Software firm CEO on leveraging tech in the wake of pandemic
Given his job description Juan Villegas, director of national sales and operations at software provider Calyx, has a unique take on how to leverage technology in the mortgage industry.
“Technology is great, but it’s not great at [building] relationships. Keep in mind that brokers, originators and lenders are all vested in technology, but the people that we serve are not as versed in that mindset,” he said.
Founded in 1991, California-based Calyx is reputedly one of the most recognized names in loan origination technology, helping mortgage professionals to process loans, thanks to its easy-to-use, Q&A-style platform Zip and Zenly, a contact-free tool for brokers that was introduced relatively recently.
Although the pandemic had accelerated the adoption of more advanced technology (“everybody got pushed forward five to 10 years”), Villegas stressed that direct one-to-one relationships between LOs and borrowers should remain a vital part of the origination process.

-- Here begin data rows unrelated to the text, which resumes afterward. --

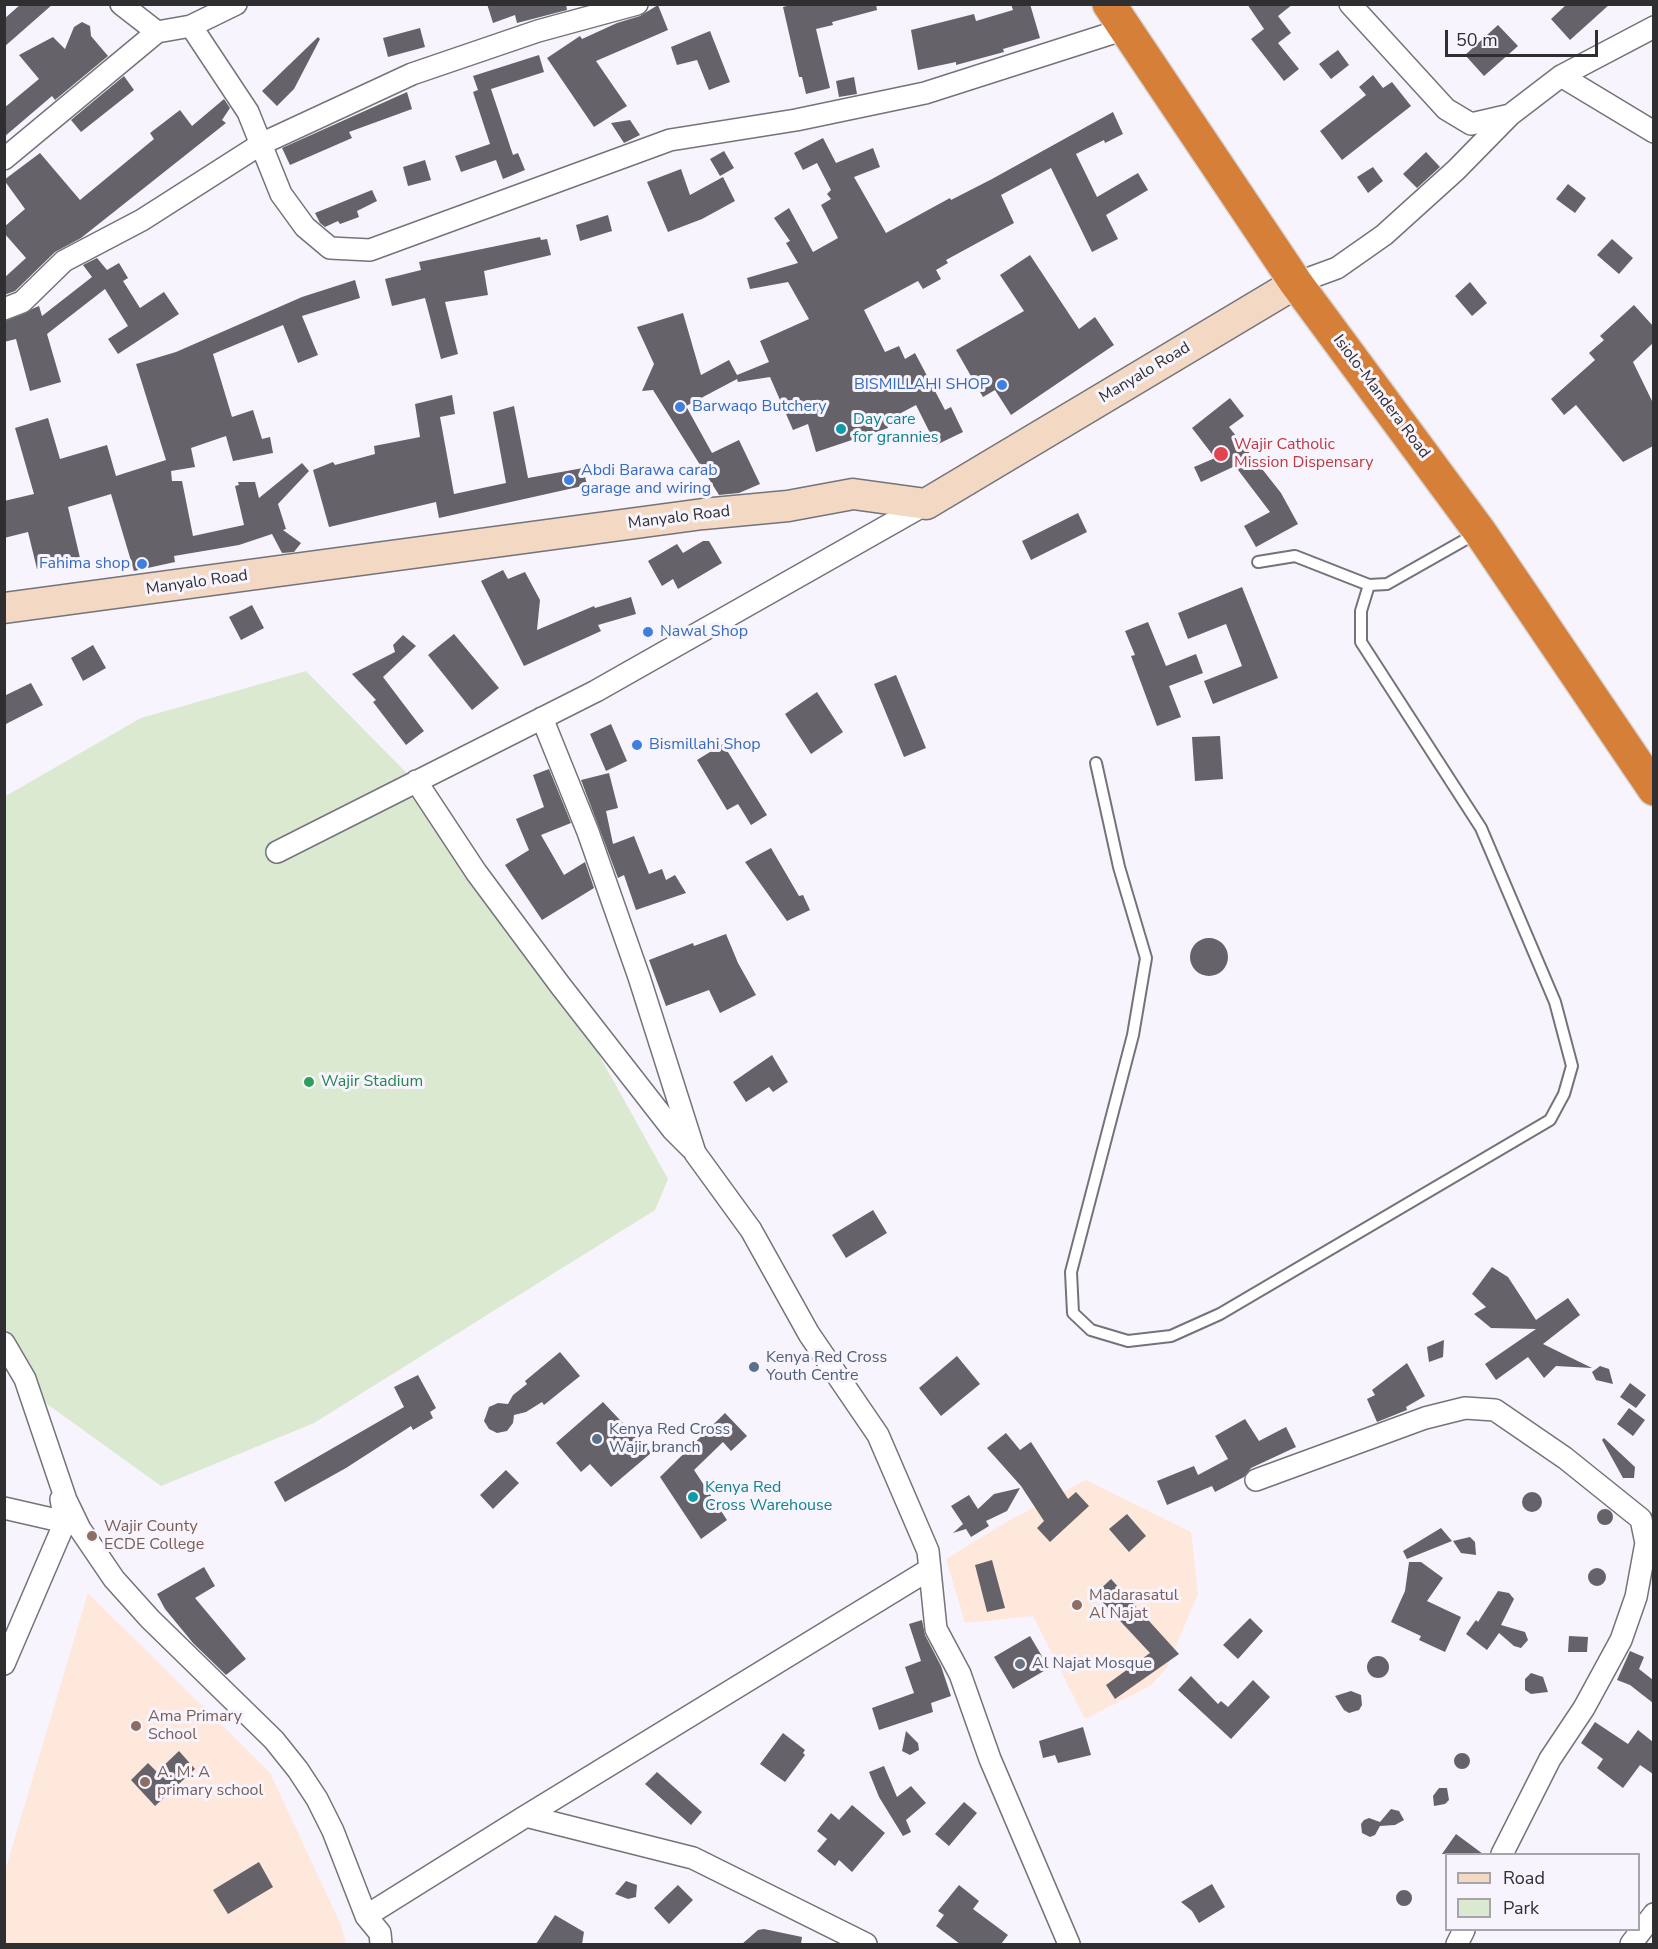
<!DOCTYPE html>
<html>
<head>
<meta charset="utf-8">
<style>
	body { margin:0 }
	#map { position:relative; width:1658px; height:1949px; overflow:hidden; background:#f7f4fd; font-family:"Nunito Sans",sans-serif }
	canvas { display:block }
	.frame { position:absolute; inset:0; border:6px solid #2f2e31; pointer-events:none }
	.legend { position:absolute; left:1445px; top:1853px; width:195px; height:78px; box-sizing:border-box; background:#f7f4fd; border:2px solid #a7a5ab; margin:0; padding:8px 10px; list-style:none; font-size:18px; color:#2f2e31 }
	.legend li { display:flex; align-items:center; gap:12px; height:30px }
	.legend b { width:30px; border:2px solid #a7a5ab }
	.scale { position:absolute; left:1445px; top:30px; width:153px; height:27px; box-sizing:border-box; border:3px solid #2f2e31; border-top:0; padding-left:8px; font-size:18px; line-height:21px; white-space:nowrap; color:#2f2e31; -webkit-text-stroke:4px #f7f4fd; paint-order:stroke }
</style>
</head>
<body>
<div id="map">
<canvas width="1658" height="1949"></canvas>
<div class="frame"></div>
<ul class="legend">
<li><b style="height:8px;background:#f3d9c3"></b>Road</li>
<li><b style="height:16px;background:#dae9cf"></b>Park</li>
</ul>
<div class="scale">50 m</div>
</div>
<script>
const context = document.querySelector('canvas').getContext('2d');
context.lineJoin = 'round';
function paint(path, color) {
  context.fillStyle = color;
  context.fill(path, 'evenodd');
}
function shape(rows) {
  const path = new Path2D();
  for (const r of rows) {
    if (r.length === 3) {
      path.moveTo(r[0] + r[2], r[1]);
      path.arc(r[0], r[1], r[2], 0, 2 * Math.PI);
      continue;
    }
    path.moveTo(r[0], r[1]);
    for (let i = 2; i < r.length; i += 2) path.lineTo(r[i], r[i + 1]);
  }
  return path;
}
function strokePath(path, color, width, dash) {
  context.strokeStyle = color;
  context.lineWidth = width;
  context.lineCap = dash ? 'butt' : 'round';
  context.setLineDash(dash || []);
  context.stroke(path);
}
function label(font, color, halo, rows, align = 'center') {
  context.font = font + ' "Nunito Sans",sans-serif';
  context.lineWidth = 6;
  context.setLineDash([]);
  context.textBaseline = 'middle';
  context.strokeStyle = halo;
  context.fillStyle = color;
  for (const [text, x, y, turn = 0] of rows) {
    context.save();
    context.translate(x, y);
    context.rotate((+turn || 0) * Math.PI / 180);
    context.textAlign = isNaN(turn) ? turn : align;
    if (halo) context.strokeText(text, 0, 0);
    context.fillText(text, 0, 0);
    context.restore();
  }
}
const education = shape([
	[1086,1480,1191,1532,1198,1594,1166,1669,1150,1686,1085,1719,1033,1616,965,1623,946,1559,1010,1520],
	[88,1593,270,1773,341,1925,346,1944,5,1944,5,1871]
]);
const green = shape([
	[306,671,453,820,550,967,668,1179,655,1210,314,1423,161,1486,47,1404,5,1343,4,797,141,718]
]);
const building = shape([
	[21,4,53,4,4,47,4,19],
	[487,4,566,4,567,10,517,23,515,15,493,23],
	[794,4,876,4,877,10,832,22,833,25,816,29,830,88,806,94,802,77,799,77,783,7],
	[1011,4,1030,4,1040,38,1003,49,1004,52,956,65,956,62,918,70,911,30,974,14,976,21,1013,10],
	[1247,4,1293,4,1278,16,1291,33,1278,43,1299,69,1284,81,1251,39,1264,29],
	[1567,4,1610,4,1570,40,1551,19],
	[658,5,668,30,596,61,627,106,594,127,547,58,580,36,582,39,617,23,640,16],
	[82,22,90,26,91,36,108,56,55,100,52,96,4,137,4,108,39,79,19,55,53,37,65,49,74,27],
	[1498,25,1518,46,1484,76,1465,55],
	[420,28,425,47,388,57,383,38],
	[710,31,730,82,709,90,697,60,677,65,671,47],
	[318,37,320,39,294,89,277,106,262,91],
	[1338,50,1349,65,1331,79,1319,64],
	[539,55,544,72,491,89,513,155,518,153,525,170,503,179,496,160,461,172,455,156,490,144,473,92,478,90,473,76],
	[1373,75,1383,88,1392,82,1411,106,1342,160,1320,131,1366,95,1359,87],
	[124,76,134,90,81,132,71,120],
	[854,77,857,94,839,97,836,81],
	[407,92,412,109,349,132,352,138,290,165,282,148],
	[224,99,230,108,222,120,226,123,81,238,55,252,15,291,4,295,4,278,26,258,4,233,4,227,25,209,4,180,40,153,80,200,154,139,150,133,180,110,192,126],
	[1113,112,1123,134,1105,143,1104,140,1076,154,1097,197,1138,173,1148,190,1106,215,1118,239,1092,252,1051,168,1001,195,1014,223,946,260,948,263,936,270,941,279,923,289,918,281,864,310,885,352,899,346,905,359,915,353,945,410,951,407,963,432,936,445,916,405,886,421,888,428,816,452,808,424,793,430,770,377,738,382,737,379,686,406,712,453,739,440,760,484,739,493,719,495,653,390,642,391,654,364,637,327,683,313,701,375,729,360,737,375,769,362,760,341,809,319,788,282,750,289,747,278,798,263,786,243,790,241,774,218,789,208,813,252,838,238,821,205,831,199,827,194,831,190,817,163,803,170,794,153,823,138,836,163,873,148,880,167,854,177,886,233,950,198,951,200,992,179],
	[630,120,640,135,624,143,611,123],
	[724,151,734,168,720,176,710,159],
	[1426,152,1440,167,1417,188,1403,174],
	[425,160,431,180,408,186,403,167],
	[1373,167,1383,181,1368,193,1357,177],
	[681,169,690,195,723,177,735,201,702,219,668,232,647,182],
	[1568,184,1586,198,1575,213,1556,199],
	[372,190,377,201,357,211,359,217,340,224,338,221,325,227,320,223,315,213],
	[608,215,612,231,580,241,576,225],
	[540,237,541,240,547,239,551,255,484,271,488,295,445,302,458,354,441,359,425,298,392,306,385,279,421,270,419,262],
	[1612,239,1633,258,1619,274,1597,255],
	[1030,255,1079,329,1095,317,1114,345,1011,415,995,390,983,397,956,350,1024,311,1000,275],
	[97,258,107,270,119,263,128,278,123,281,140,308,164,292,179,314,118,354,108,339,128,326,105,289,47,334,61,382,30,391,16,339,4,342,4,321,39,306,42,316,92,277,83,265],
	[355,280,360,298,302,316,318,355,298,363,283,325,213,354,232,417,253,410,262,439,270,437,273,453,233,461,226,436,191,448,195,467,171,471,172,481,182,481,193,536,244,525,235,486,239,485,238,482,255,482,259,498,302,463,309,471,278,504,286,529,283,530,301,543,294,552,282,553,272,534,239,545,174,556,175,562,134,571,111,494,68,507,80,558,37,569,28,532,4,538,4,501,34,494,15,428,48,418,60,459,107,445,116,476,166,460,136,364,176,352,302,297],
	[1470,282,1487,303,1472,316,1455,296],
	[1634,305,1653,326,1653,343,1633,362,1653,403,1653,446,1623,462,1576,405,1564,415,1551,399,1595,360,1589,353,1604,340,1600,336],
	[452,395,455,414,440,417,454,494,506,483,493,412,514,406,528,478,583,468,587,485,439,518,436,502,329,527,313,470,333,462,335,465,375,454,374,446,420,437,415,404],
	[1230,398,1244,416,1229,427,1281,493,1298,524,1256,547,1244,526,1270,512,1235,466,1201,482,1194,467,1215,458,1192,428],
	[1078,513,1087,532,1031,560,1022,541],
	[703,541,709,541,722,563,678,589,673,579,662,586,648,561,677,544,683,553],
	[503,570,508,579,525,572,540,600,537,630,594,606,595,608,631,597,636,614,598,625,601,631,524,666,481,581],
	[1242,587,1278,678,1213,704,1204,681,1242,666,1226,624,1188,639,1178,613],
	[252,605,264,628,241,640,229,617],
	[1148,622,1166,666,1196,654,1203,673,1169,686,1181,717,1157,726,1131,656,1135,655,1125,631],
	[454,634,499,688,472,710,428,655],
	[403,635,416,646,383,677,424,731,406,745,373,702,376,700,352,674,395,652,393,645],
	[93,645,106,668,83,681,71,658],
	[896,675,926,748,904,757,874,684],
	[31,683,43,705,4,725,4,696],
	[817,692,843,732,811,754,785,714],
	[611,724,627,761,606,771,590,734],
	[1220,736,1223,779,1195,781,1192,737],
	[723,744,767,815,751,825,738,804,727,810,697,760],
	[549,769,571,823,541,835,564,875,585,862,594,888,542,920,505,865,529,850,516,819,544,807,533,775],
	[609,773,618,808,606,811,613,844,634,836,649,874,662,869,666,880,675,875,686,893,636,910,624,875,618,878,581,780],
	[771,848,799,896,803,895,810,910,787,921,745,862],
	[726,934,738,963,756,995,720,1013,709,990,666,1006,649,960,693,943,694,946],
	[1209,957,19],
	[772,1055,788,1082,773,1092,769,1087,746,1102,733,1082],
	[873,1210,887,1233,846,1258,832,1235],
	[1492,1267,1508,1277,1536,1320,1568,1298,1580,1315,1543,1344,1592,1368,1556,1366,1544,1378,1528,1357,1496,1380,1485,1364,1536,1329,1491,1328,1474,1314,1486,1307,1472,1294],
	[1444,1340,1443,1357,1429,1362,1427,1347],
	[560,1352,580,1376,544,1405,542,1402,526,1412,514,1415,513,1423,507,1431,497,1433,489,1429,484,1421,489,1407,498,1403,508,1404,513,1395,527,1384,525,1381],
	[957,1356,980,1384,941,1416,919,1388],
	[1407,1363,1425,1396,1406,1407,1407,1410,1377,1422,1367,1399,1375,1395,1372,1390],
	[1600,1366,1609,1369,1613,1384,1596,1380,1592,1372],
	[418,1375,436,1408,430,1412,433,1418,413,1430,411,1426,346,1468,285,1502,274,1482,404,1407,394,1387],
	[1630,1383,1646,1395,1636,1408,1620,1397],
	[603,1402,651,1453,611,1487,590,1464,581,1472,556,1443],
	[1629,1408,1645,1420,1633,1436,1617,1424],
	[725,1413,747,1436,731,1451,723,1442,694,1470,727,1520,701,1539,660,1477],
	[1245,1419,1259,1441,1286,1427,1296,1447,1251,1468,1244,1477,1215,1492,1212,1486,1167,1505,1157,1481,1194,1466,1198,1475,1228,1459,1215,1436],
	[1006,1433,1020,1450,1031,1442,1068,1499,1076,1492,1089,1506,1050,1542,1037,1528,1044,1521,1021,1486,987,1448],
	[1604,1438,1635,1467,1634,1478,1623,1478,1602,1440],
	[506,1470,519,1483,493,1509,480,1495],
	[1020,1488,1007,1511,986,1521,989,1526,971,1537,966,1529,953,1533,963,1524,951,1506,969,1495,978,1509,994,1494],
	[1532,1502,10],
	[1605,1517,8],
	[1127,1514,1146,1536,1129,1552,1109,1529],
	[1441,1528,1452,1541,1407,1559,1403,1551],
	[1470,1537,1475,1542,1476,1555,1461,1553,1453,1541],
	[992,1560,1005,1608,987,1612,975,1565],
	[1409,1562,1421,1562,1443,1578,1427,1601,1461,1617,1445,1652,1419,1640,1421,1636,1391,1622,1405,1591],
	[204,1567,215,1586,195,1598,246,1659,226,1675,193,1643,165,1609,157,1594],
	[1597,1577,9],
	[1111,1579,1179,1654,1115,1699,1106,1685,1150,1653,1095,1594],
	[1498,1591,1509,1593,1514,1599,1501,1625,1525,1632,1528,1640,1521,1648,1514,1646,1499,1633,1487,1650,1466,1634,1476,1620,1478,1622],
	[1250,1618,1263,1631,1238,1659,1223,1645],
	[922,1620,925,1635,941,1666,951,1696,931,1703,933,1712,879,1730,872,1708,914,1693,905,1667,921,1661,909,1624],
	[1030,1636,1049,1668,1013,1689,994,1657],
	[1569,1636,1588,1637,1587,1652,1568,1652],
	[1630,1651,1644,1657,1639,1669,1653,1680,1653,1703,1630,1685,1617,1680],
	[1378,1667,11],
	[1531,1673,1543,1677,1548,1692,1531,1694,1525,1690,1525,1679],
	[1191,1676,1218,1704,1221,1701,1228,1707,1253,1680,1270,1697,1231,1739,1178,1690],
	[1351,1691,1361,1695,1362,1705,1359,1710,1349,1713,1344,1710,1335,1696],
	[1595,1722,1628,1744,1638,1730,1653,1742,1653,1774,1640,1765,1623,1788,1597,1768,1603,1759,1581,1743],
	[1083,1727,1091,1755,1058,1763,1055,1755,1043,1758,1039,1741],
	[906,1731,918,1743,919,1750,910,1755,902,1751],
	[783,1733,805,1750,803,1753,805,1755,785,1782,760,1764],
	[179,1751,195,1769,155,1806,131,1780,148,1763,157,1772],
	[1462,1761,8],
	[884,1766,897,1797,911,1786,926,1803,906,1820,911,1832,903,1836,879,1797,869,1772],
	[657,1772,702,1812,691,1825,645,1784],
	[1439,1788,1447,1788,1449,1800,1445,1804,1434,1806,1433,1796],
	[964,1802,977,1813,949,1846,935,1834],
	[852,1805,885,1833,852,1872,839,1860,835,1866,817,1851,827,1839,817,1831,831,1813,839,1820],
	[1391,1809,1399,1811,1404,1820,1395,1825,1380,1826,1375,1835,1370,1837,1362,1833,1361,1824,1364,1820,1369,1818,1380,1822],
	[1456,1834,1483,1854,1442,1854],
	[259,1862,273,1887,228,1914,213,1890],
	[626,1881,637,1885,636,1897,628,1899,615,1894],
	[1212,1884,1225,1907,1199,1923,1192,1911,1181,1902],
	[678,1885,693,1900,669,1924,654,1908],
	[959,1885,979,1901,973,1909,1008,1935,1001,1944,960,1944,936,1926,944,1915,938,1911],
	[1404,1898,8],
	[555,1915,584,1932,582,1944,536,1944],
	[764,1929,802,1937,801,1944,742,1944,758,1930]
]);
const lane = shape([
	[1258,562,1295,556,1369,585,1387,584,1477,533],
	[1096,763,1119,867,1146,958,1133,1035,1071,1272,1073,1313,1091,1330,1128,1341,1171,1336,1220,1314,1550,1120,1564,1094,1572,1066,1555,1002,1481,828,1361,642,1361,611,1369,585]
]);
const street = shape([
	[121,4,157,32],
	[1350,4,1446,109,1471,124,1510,115],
	[191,26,248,112,281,194,305,227,330,248,370,250,670,140,796,120,925,93,1125,29],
	[1561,76,1654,132],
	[4,159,157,32,191,26,236,4],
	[1296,283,1337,268,1384,235,1456,170,1510,115,1561,76,1654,27],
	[4,309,22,302,64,261,142,220,261,144,412,74,538,31,637,4],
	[542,718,588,832,639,977,695,1153,751,1230,809,1334,878,1435,928,1551,936,1629,960,1674,990,1759,1069,1944],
	[416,781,476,872,560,985,673,1130,691,1148],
	[277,852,596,691,926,504],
	[4,1343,25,1379,66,1500,80,1529,114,1579,150,1619,274,1740,298,1770,317,1799,333,1831,366,1916,380,1933,381,1944],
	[1256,1480,1425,1418,1465,1408,1495,1410,1565,1458,1641,1519,1646,1543,1636,1597,1621,1640,1584,1708,1550,1759,1502,1854],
	[4,1508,65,1522],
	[4,1664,65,1522,61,1499],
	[526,1816,930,1569],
	[366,1916,526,1816,693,1858,866,1944],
	[1457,1944,1464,1930],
	[1631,1944,1654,1914]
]);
const secondary = shape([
	[4,608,703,514,788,506,853,494,926,504,1296,283]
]);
const highway = shape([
	[1109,4,1296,283,1480,532,1654,789]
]);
const markers = [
	[1002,385,6,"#3f7fe0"],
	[680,407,6,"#3f7fe0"],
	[841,429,6,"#0f9aa8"],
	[1221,454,8,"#e0444e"],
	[569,480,6,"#3f7fe0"],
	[142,564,6,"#3f7fe0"],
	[648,632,6,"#3f7fe0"],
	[637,745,6,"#3f7fe0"],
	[309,1082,6,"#2e9e5b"],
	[754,1367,6,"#5c6f8a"],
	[597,1439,6,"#5c6f8a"],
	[693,1497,6,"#0f9aa8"],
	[92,1536,6,"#8d6e63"],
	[1077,1605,6,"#8d6e63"],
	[1020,1664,6,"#6b7280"],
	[136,1726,6,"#8d6e63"],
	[145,1782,6,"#8d6e63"]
];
const streetNames = [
	["Manyalo Road",1145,373,-31],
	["Isiolo-Mandera Road",1381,397,53],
	["Manyalo Road",679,518,-7],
	["Manyalo Road",197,583,-8]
];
const shopNames = [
	["BISMILLAHI SHOP",990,385,"right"],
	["Barwaqo Butchery",692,407],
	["Abdi Barawa carab",581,471],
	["garage and wiring",581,489],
	["Fahima shop",130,564,"right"],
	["Nawal Shop",660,632],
	["Bismillahi Shop",649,745]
];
const cultureNames = [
	["Day care",853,420],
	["for grannies",853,438],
	["Kenya Red",705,1488],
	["Cross Warehouse",705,1506]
];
const healthNames = [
	["Wajir Catholic",1234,445],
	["Mission Dispensary",1234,463]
];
const leisureNames = [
	["Wajir Stadium",321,1082]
];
const serviceNames = [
	["Kenya Red Cross",766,1358],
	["Youth Centre",766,1376],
	["Kenya Red Cross",609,1430],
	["Wajir branch",609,1448]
];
const educationNames = [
	["Wajir County",104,1527],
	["ECDE College",104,1545],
	["Madarasatul",1089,1596],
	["Al Najat",1089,1614],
	["Ama Primary",148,1717],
	["School",148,1735],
	["A. M. A",157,1773],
	["primary school",157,1791]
];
const worshipNames = [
	["Al Najat Mosque",1032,1664]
];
paint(education, '#fee7db');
paint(green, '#dae9cf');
paint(building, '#666269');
strokePath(lane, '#75737a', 14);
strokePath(street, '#75737a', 24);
strokePath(secondary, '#75737a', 33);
strokePath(highway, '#d5d5d6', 36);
strokePath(lane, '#fff', 10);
strokePath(street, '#fff', 21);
strokePath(secondary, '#f3d9c3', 30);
strokePath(highway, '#d67f38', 33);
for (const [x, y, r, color] of markers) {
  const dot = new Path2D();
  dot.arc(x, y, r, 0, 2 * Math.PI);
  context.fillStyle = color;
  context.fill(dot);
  strokePath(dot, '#f7f4fd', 2);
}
label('16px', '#2f2e31', '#f7f4fd', streetNames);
label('16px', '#366cbe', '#f7f4fd', shopNames, 'left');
label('16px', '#0d838f', '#f7f4fd', cultureNames, 'left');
label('16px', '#be3a42', '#f7f4fd', healthNames, 'left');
label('16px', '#27864d', '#f7f4fd', leisureNames, 'left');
label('16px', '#4e5e75', '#f7f4fd', serviceNames, 'left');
label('16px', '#785e54', '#f7f4fd', educationNames, 'left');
label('16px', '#5b616d', '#f7f4fd', worshipNames, 'left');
</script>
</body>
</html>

Speaking at this year’s NAMB’s National Mortgage Broker conference in Las Vegas, he added: “The pandemic triggered a starting point. Now that we are moving towards being more automated, we have to question how we behave in an industry that is all about relationships.”
Brokers, while delighted with Zip, were “still getting calls” from customers who were using the platform, an indication of the importance of keeping direct contact with clients, he said.
“We've been in the industry 30 years and developed different cloud-based products and solutions the way a lot of the brokers lenders are asking for, but in the back of our mind, we're actually also looking at what our customers want from brokers. And that's where they come in.
“Customers still want that one-on-one relationship. They love the call center because they have all this technology, but there's no connectivity. The broker on the other hand can give them a series of options - and options have always been the foundation for Calyx.”
He said working remotely during the pandemic had made both the company and the broker community stronger by forcing everyone to get out of their comfort zone and accept change.
That resolve will be tested in the coming months as the mortgage industry is in a state of flux, with rates slowly rising amid a creeping uncertainty over refinancing.
According to the latest data, applications to refinance home loans are 16% lower than they were a year ago. To underline the point, MBA economist Joel Kan this week said that as rates moved higher, he expected a “weakening of refinance activity” as borrowers saw less of a rate incentive.
Villegas said the biggest topic of conversation in the broker community over the last three to six months had not been about the effects of the pandemic but the changes happening in the marketplace. “It’s no longer a refi-strong market – it's actually now going towards purchasing and how to make more with less,” he said.
But with mortgage applications beginning to drop (during the second week of October they were 10% lower compared to a year ago), there is uncertainty in this space as well.
“Everybody that tells you that they know what's going to happen is lying to you, or they're kidding themselves. This is definitely what we're seeing from brokers,” he commented.
While most brokers appeared to agree that the purchase space will be taking over refis in the short to medium term, Villegas suggested that originators should start considering other options. “Refis are gone if you were pitching a 30-year or a 20-year mortgage, but your customers are now looking at how to manage their money.
“I think that's the next level up, possibly in the next two to five years.”
As to the future of the industry? “I don't have that ball, but affordable housing is [going to be] the biggest thing in the next five to 10 years, especially among minorities.”